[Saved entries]

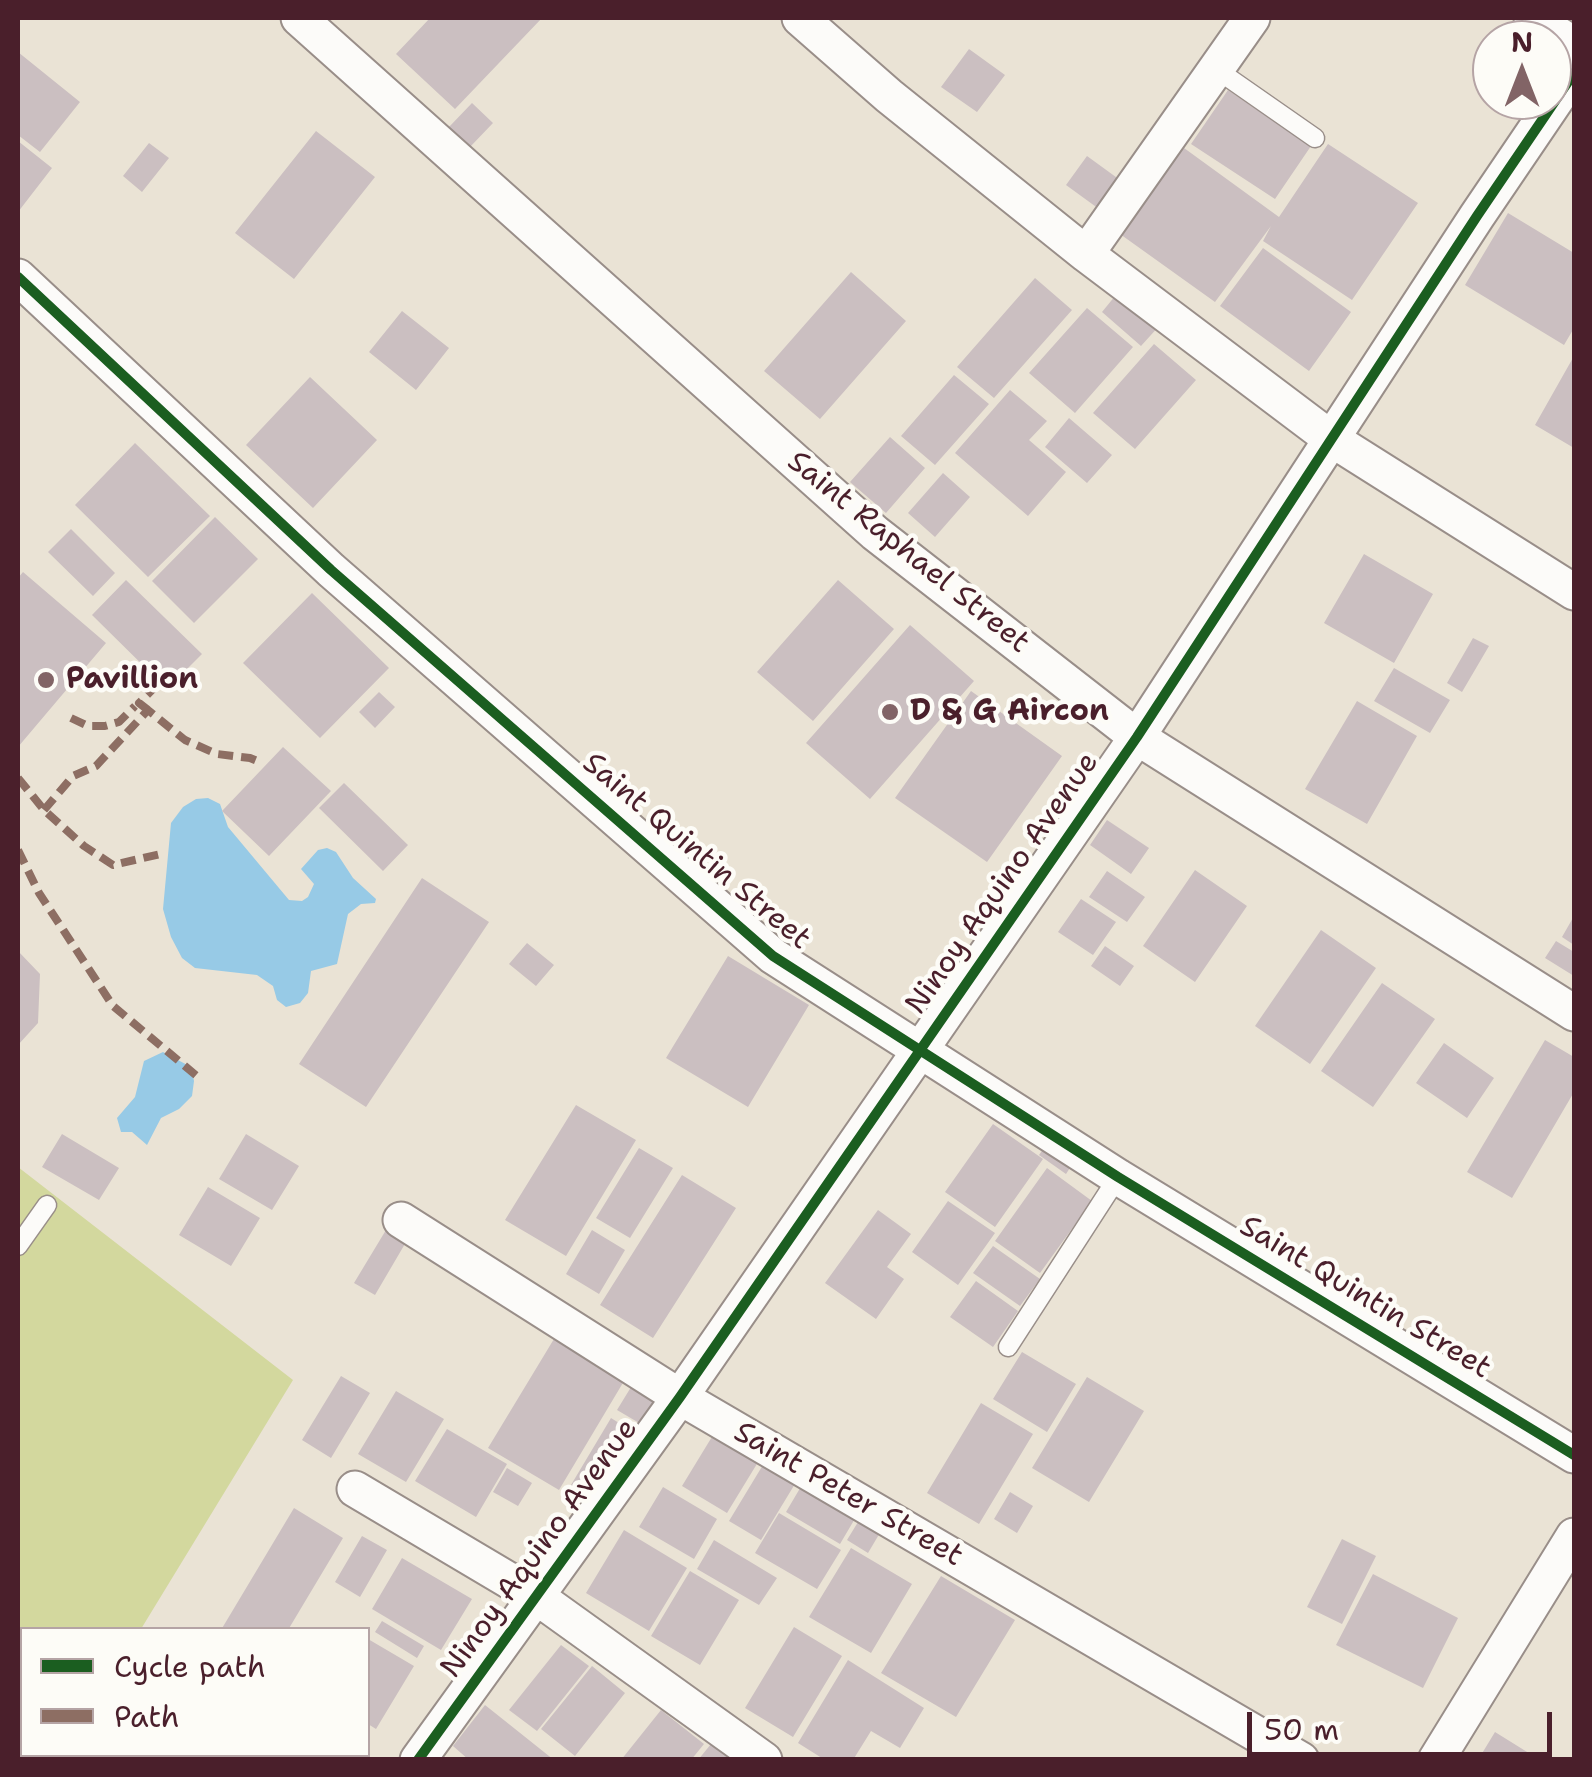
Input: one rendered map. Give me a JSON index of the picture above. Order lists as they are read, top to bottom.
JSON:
{
  "streets": {
    "street": [
      "Saint Raphael Street",
      "Saint Quintin Street",
      "Ninoy Aquino Avenue",
      "Saint Peter Street"
    ]
  },
  "crossings": [
    ["Saint Raphael Street", "Ninoy Aquino Avenue"],
    ["Saint Quintin Street", "Ninoy Aquino Avenue"],
    ["Ninoy Aquino Avenue", "Saint Peter Street"]
  ],
  "places": ["Pavillion", "D & G Aircon"],
  "legend": ["Cycle path", "Path"],
  "scale_bar": "50 m",
  "north": "top"
}
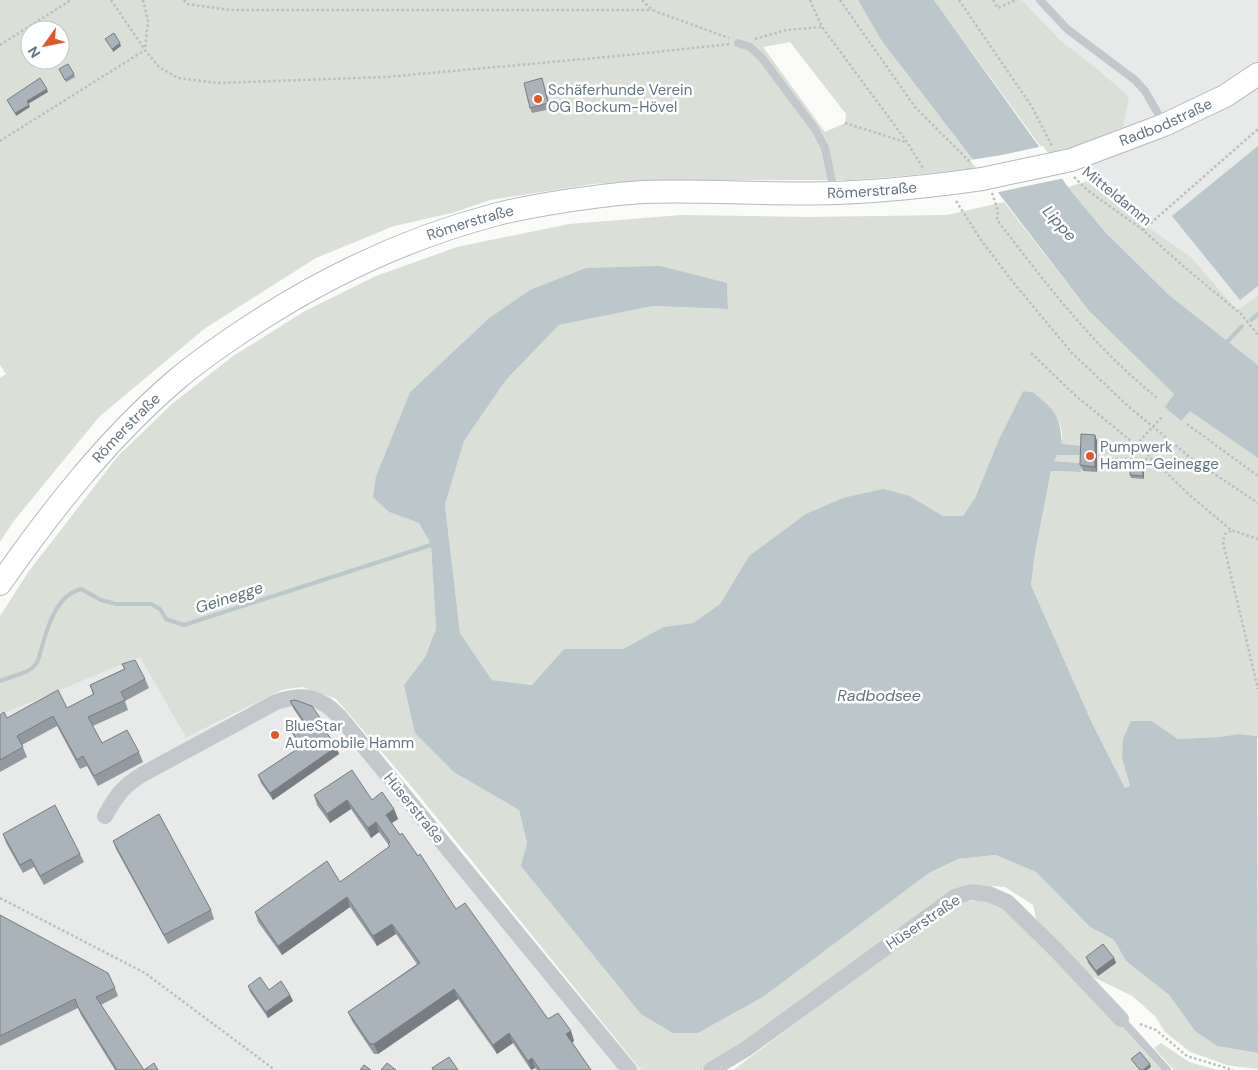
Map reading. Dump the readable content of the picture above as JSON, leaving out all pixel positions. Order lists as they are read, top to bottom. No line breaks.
{"streets":{"main road":["Radbodstraße","Römerstraße"],"street":["Hüserstraße"],"path":["Mitteldamm"]},"crossings":[["Radbodstraße","Römerstraße"],["Radbodstraße","Mitteldamm"],["Römerstraße","Mitteldamm"]],"water":["Lippe","Geinegge","Radbodsee"],"places":["Schäferhunde Verein OG Bockum-Hövel","Pumpwerk Hamm-Geinegge","BlueStar Automobile Hamm"],"north":"bottom left"}
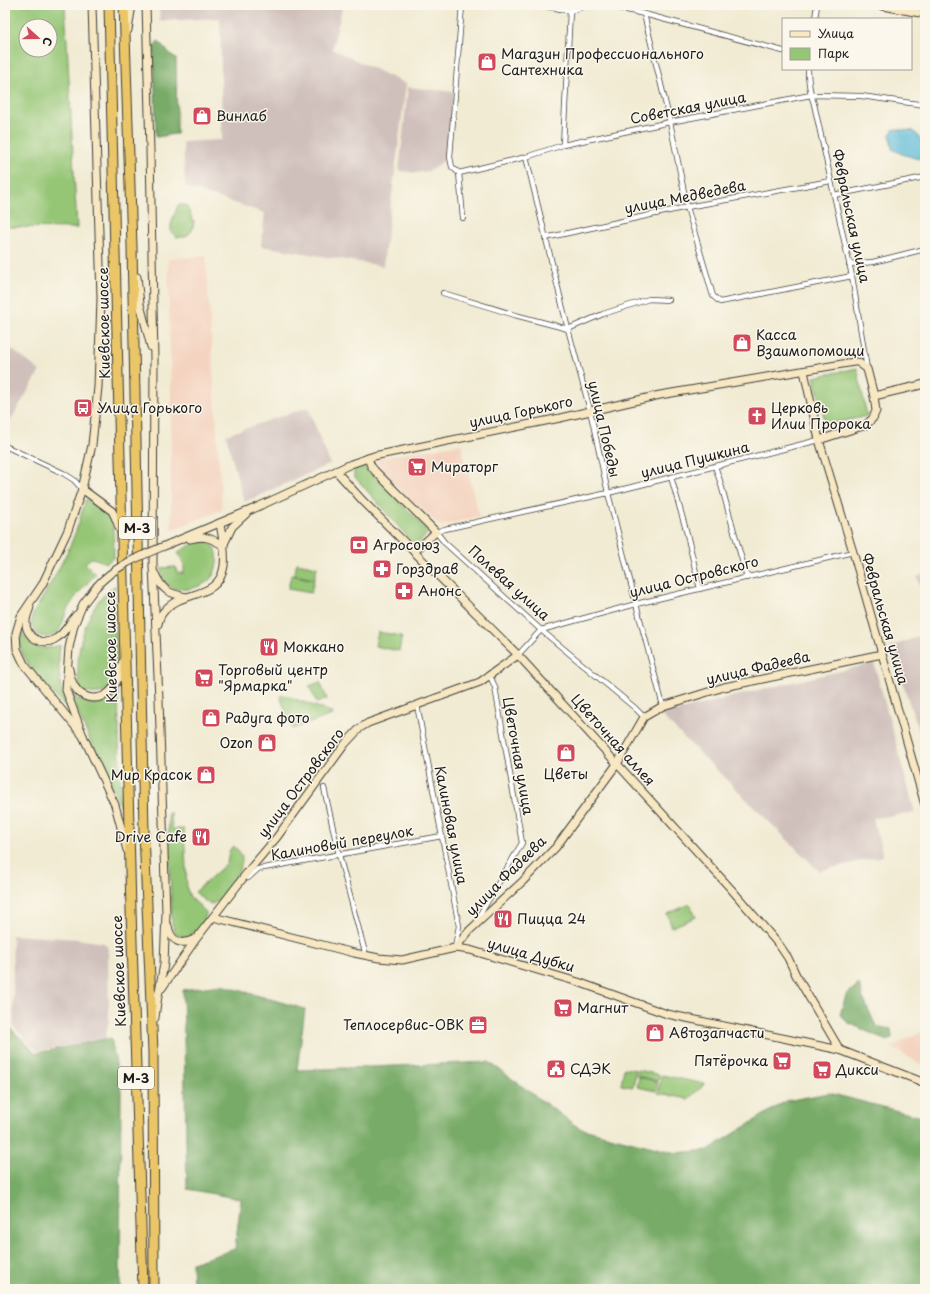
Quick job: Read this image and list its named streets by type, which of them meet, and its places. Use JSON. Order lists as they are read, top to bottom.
{
  "streets": {
    "highway": ["Киевское шоссе", "М-3"],
    "main road": [
      "Февральская улица",
      "улица Горького",
      "улица Островского",
      "Полевая улица",
      "улица Фадеева",
      "Цветочная аллея",
      "улица Дубки"
    ],
    "street": [
      "Советская улица",
      "улица Медведева",
      "улица Победы",
      "улица Пушкина",
      "Цветочная улица",
      "Калиновая улица",
      "Калиновый переулок"
    ]
  },
  "crossings": [
    ["Советская улица", "Февральская улица"],
    ["Советская улица", "улица Победы"],
    ["улица Медведева", "Февральская улица"],
    ["улица Медведева", "улица Победы"],
    ["Февральская улица", "улица Горького"],
    ["Февральская улица", "улица Пушкина"],
    ["Февральская улица", "улица Островского"],
    ["Февральская улица", "улица Фадеева"],
    ["улица Горького", "улица Победы"],
    ["улица Горького", "Полевая улица"],
    ["улица Горького", "Цветочная аллея"],
    ["улица Победы", "улица Пушкина"],
    ["улица Победы", "улица Островского"],
    ["улица Победы", "улица Фадеева"],
    ["улица Пушкина", "Полевая улица"],
    ["улица Островского", "Полевая улица"],
    ["улица Островского", "Цветочная аллея"],
    ["улица Островского", "Цветочная улица"],
    ["улица Островского", "Калиновая улица"],
    ["улица Островского", "улица Дубки"],
    ["Полевая улица", "улица Фадеева"],
    ["улица Фадеева", "Цветочная аллея"],
    ["улица Фадеева", "Цветочная улица"],
    ["улица Фадеева", "Калиновая улица"],
    ["улица Фадеева", "улица Дубки"],
    ["Цветочная аллея", "улица Дубки"],
    ["Калиновая улица", "Калиновый переулок"],
    ["Калиновая улица", "улица Дубки"]
  ],
  "places": {
    "shop": [
      "Магазин Профессионального Сантехника",
      "Винлаб",
      "Касса Взаимопомощи",
      "Радуга фото",
      "Ozon",
      "Цветы",
      "Мир Красок",
      "Автозапчасти"
    ],
    "bus stop": ["Улица Горького"],
    "church": ["Церковь Илии Пророка"],
    "supermarket": [
      "Мираторг",
      "Торговый центр \"Ярмарка\"",
      "Магнит",
      "Пятёрочка",
      "Дикси"
    ],
    "bank": ["Агросоюз"],
    "pharmacy": ["Горздрав", "Анонс"],
    "restaurant": ["Моккано", "Drive Cafe", "Пицца 24"],
    "office": ["Теплосервис-ОВК"],
    "public building": ["СДЭК"]
  },
  "legend": ["Улица", "Парк"],
  "north": "right"
}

Requirement: Print every record above exactly, but no pictures.

Answer area:
Input: one rendered map. Give me a JSON index of the picture above. Order lists as they are read, top to bottom.
JSON:
{
  "streets": {
    "street": [
      "Saint Raphael Street",
      "Saint Quintin Street",
      "Ninoy Aquino Avenue",
      "Saint Peter Street"
    ]
  },
  "crossings": [
    ["Saint Raphael Street", "Ninoy Aquino Avenue"],
    ["Saint Quintin Street", "Ninoy Aquino Avenue"],
    ["Ninoy Aquino Avenue", "Saint Peter Street"]
  ],
  "places": ["Pavillion", "D & G Aircon"],
  "legend": ["Cycle path", "Path"],
  "scale_bar": "50 m",
  "north": "top"
}
Map reading. Dump the readable content of the picture above as JSON, leaving out all pixel positions. Order lists as they are read, top to bottom. No line breaks.
{"streets":{"main road":["Radbodstraße","Römerstraße"],"street":["Hüserstraße"],"path":["Mitteldamm"]},"crossings":[["Radbodstraße","Römerstraße"],["Radbodstraße","Mitteldamm"],["Römerstraße","Mitteldamm"]],"water":["Lippe","Geinegge","Radbodsee"],"places":["Schäferhunde Verein OG Bockum-Hövel","Pumpwerk Hamm-Geinegge","BlueStar Automobile Hamm"],"north":"bottom left"}
Quick job: Read this image and list its named streets by type, which of them meet, and its places. Use JSON. Order lists as they are read, top to bottom.
{
  "streets": {
    "highway": ["Киевское шоссе", "М-3"],
    "main road": [
      "Февральская улица",
      "улица Горького",
      "улица Островского",
      "Полевая улица",
      "улица Фадеева",
      "Цветочная аллея",
      "улица Дубки"
    ],
    "street": [
      "Советская улица",
      "улица Медведева",
      "улица Победы",
      "улица Пушкина",
      "Цветочная улица",
      "Калиновая улица",
      "Калиновый переулок"
    ]
  },
  "crossings": [
    ["Советская улица", "Февральская улица"],
    ["Советская улица", "улица Победы"],
    ["улица Медведева", "Февральская улица"],
    ["улица Медведева", "улица Победы"],
    ["Февральская улица", "улица Горького"],
    ["Февральская улица", "улица Пушкина"],
    ["Февральская улица", "улица Островского"],
    ["Февральская улица", "улица Фадеева"],
    ["улица Горького", "улица Победы"],
    ["улица Горького", "Полевая улица"],
    ["улица Горького", "Цветочная аллея"],
    ["улица Победы", "улица Пушкина"],
    ["улица Победы", "улица Островского"],
    ["улица Победы", "улица Фадеева"],
    ["улица Пушкина", "Полевая улица"],
    ["улица Островского", "Полевая улица"],
    ["улица Островского", "Цветочная аллея"],
    ["улица Островского", "Цветочная улица"],
    ["улица Островского", "Калиновая улица"],
    ["улица Островского", "улица Дубки"],
    ["Полевая улица", "улица Фадеева"],
    ["улица Фадеева", "Цветочная аллея"],
    ["улица Фадеева", "Цветочная улица"],
    ["улица Фадеева", "Калиновая улица"],
    ["улица Фадеева", "улица Дубки"],
    ["Цветочная аллея", "улица Дубки"],
    ["Калиновая улица", "Калиновый переулок"],
    ["Калиновая улица", "улица Дубки"]
  ],
  "places": {
    "shop": [
      "Магазин Профессионального Сантехника",
      "Винлаб",
      "Касса Взаимопомощи",
      "Радуга фото",
      "Ozon",
      "Цветы",
      "Мир Красок",
      "Автозапчасти"
    ],
    "bus stop": ["Улица Горького"],
    "church": ["Церковь Илии Пророка"],
    "supermarket": [
      "Мираторг",
      "Торговый центр \"Ярмарка\"",
      "Магнит",
      "Пятёрочка",
      "Дикси"
    ],
    "bank": ["Агросоюз"],
    "pharmacy": ["Горздрав", "Анонс"],
    "restaurant": ["Моккано", "Drive Cafe", "Пицца 24"],
    "office": ["Теплосервис-ОВК"],
    "public building": ["СДЭК"]
  },
  "legend": ["Улица", "Парк"],
  "north": "right"
}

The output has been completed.